§ How to complete this task
Output the whole listing again, exactly as it reads.

(Data excerpts Opens)

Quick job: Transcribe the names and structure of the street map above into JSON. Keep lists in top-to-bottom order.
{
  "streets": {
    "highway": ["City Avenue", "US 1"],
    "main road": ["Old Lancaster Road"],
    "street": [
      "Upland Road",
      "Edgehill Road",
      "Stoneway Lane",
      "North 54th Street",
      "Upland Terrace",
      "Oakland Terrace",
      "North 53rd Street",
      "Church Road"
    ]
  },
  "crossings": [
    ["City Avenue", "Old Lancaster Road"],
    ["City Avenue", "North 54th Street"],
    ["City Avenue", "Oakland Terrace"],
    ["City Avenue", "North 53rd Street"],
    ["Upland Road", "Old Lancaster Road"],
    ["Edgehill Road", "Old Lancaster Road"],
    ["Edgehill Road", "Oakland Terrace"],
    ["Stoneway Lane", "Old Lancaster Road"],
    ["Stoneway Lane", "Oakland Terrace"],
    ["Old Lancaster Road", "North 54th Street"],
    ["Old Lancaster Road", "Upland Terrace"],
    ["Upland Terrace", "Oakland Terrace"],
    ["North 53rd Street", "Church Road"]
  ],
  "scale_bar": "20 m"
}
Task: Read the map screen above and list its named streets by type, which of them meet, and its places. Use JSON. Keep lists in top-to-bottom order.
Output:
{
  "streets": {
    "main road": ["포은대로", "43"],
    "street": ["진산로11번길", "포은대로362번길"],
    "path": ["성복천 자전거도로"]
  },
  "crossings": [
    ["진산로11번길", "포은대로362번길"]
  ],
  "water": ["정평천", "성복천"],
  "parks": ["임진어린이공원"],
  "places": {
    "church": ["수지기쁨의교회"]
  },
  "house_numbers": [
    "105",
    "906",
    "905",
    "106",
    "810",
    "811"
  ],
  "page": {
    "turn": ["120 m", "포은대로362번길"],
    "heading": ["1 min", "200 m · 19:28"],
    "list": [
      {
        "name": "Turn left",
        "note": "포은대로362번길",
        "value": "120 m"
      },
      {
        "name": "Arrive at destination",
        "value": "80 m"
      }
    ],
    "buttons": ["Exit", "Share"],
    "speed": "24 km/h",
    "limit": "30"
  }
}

(Data excerpts Closes)

§ Problem solution
Quick job: Transcribe the names and structure of the street map above into JSON. Keep lists in top-to-bottom order.
{
  "streets": {
    "highway": ["City Avenue", "US 1"],
    "main road": ["Old Lancaster Road"],
    "street": [
      "Upland Road",
      "Edgehill Road",
      "Stoneway Lane",
      "North 54th Street",
      "Upland Terrace",
      "Oakland Terrace",
      "North 53rd Street",
      "Church Road"
    ]
  },
  "crossings": [
    ["City Avenue", "Old Lancaster Road"],
    ["City Avenue", "North 54th Street"],
    ["City Avenue", "Oakland Terrace"],
    ["City Avenue", "North 53rd Street"],
    ["Upland Road", "Old Lancaster Road"],
    ["Edgehill Road", "Old Lancaster Road"],
    ["Edgehill Road", "Oakland Terrace"],
    ["Stoneway Lane", "Old Lancaster Road"],
    ["Stoneway Lane", "Oakland Terrace"],
    ["Old Lancaster Road", "North 54th Street"],
    ["Old Lancaster Road", "Upland Terrace"],
    ["Upland Terrace", "Oakland Terrace"],
    ["North 53rd Street", "Church Road"]
  ],
  "scale_bar": "20 m"
}
Task: Read the map screen above and list its named streets by type, which of them meet, and its places. Use JSON. Keep lists in top-to-bottom order.
Output:
{
  "streets": {
    "main road": ["포은대로", "43"],
    "street": ["진산로11번길", "포은대로362번길"],
    "path": ["성복천 자전거도로"]
  },
  "crossings": [
    ["진산로11번길", "포은대로362번길"]
  ],
  "water": ["정평천", "성복천"],
  "parks": ["임진어린이공원"],
  "places": {
    "church": ["수지기쁨의교회"]
  },
  "house_numbers": [
    "105",
    "906",
    "905",
    "106",
    "810",
    "811"
  ],
  "page": {
    "turn": ["120 m", "포은대로362번길"],
    "heading": ["1 min", "200 m · 19:28"],
    "list": [
      {
        "name": "Turn left",
        "note": "포은대로362번길",
        "value": "120 m"
      },
      {
        "name": "Arrive at destination",
        "value": "80 m"
      }
    ],
    "buttons": ["Exit", "Share"],
    "speed": "24 km/h",
    "limit": "30"
  }
}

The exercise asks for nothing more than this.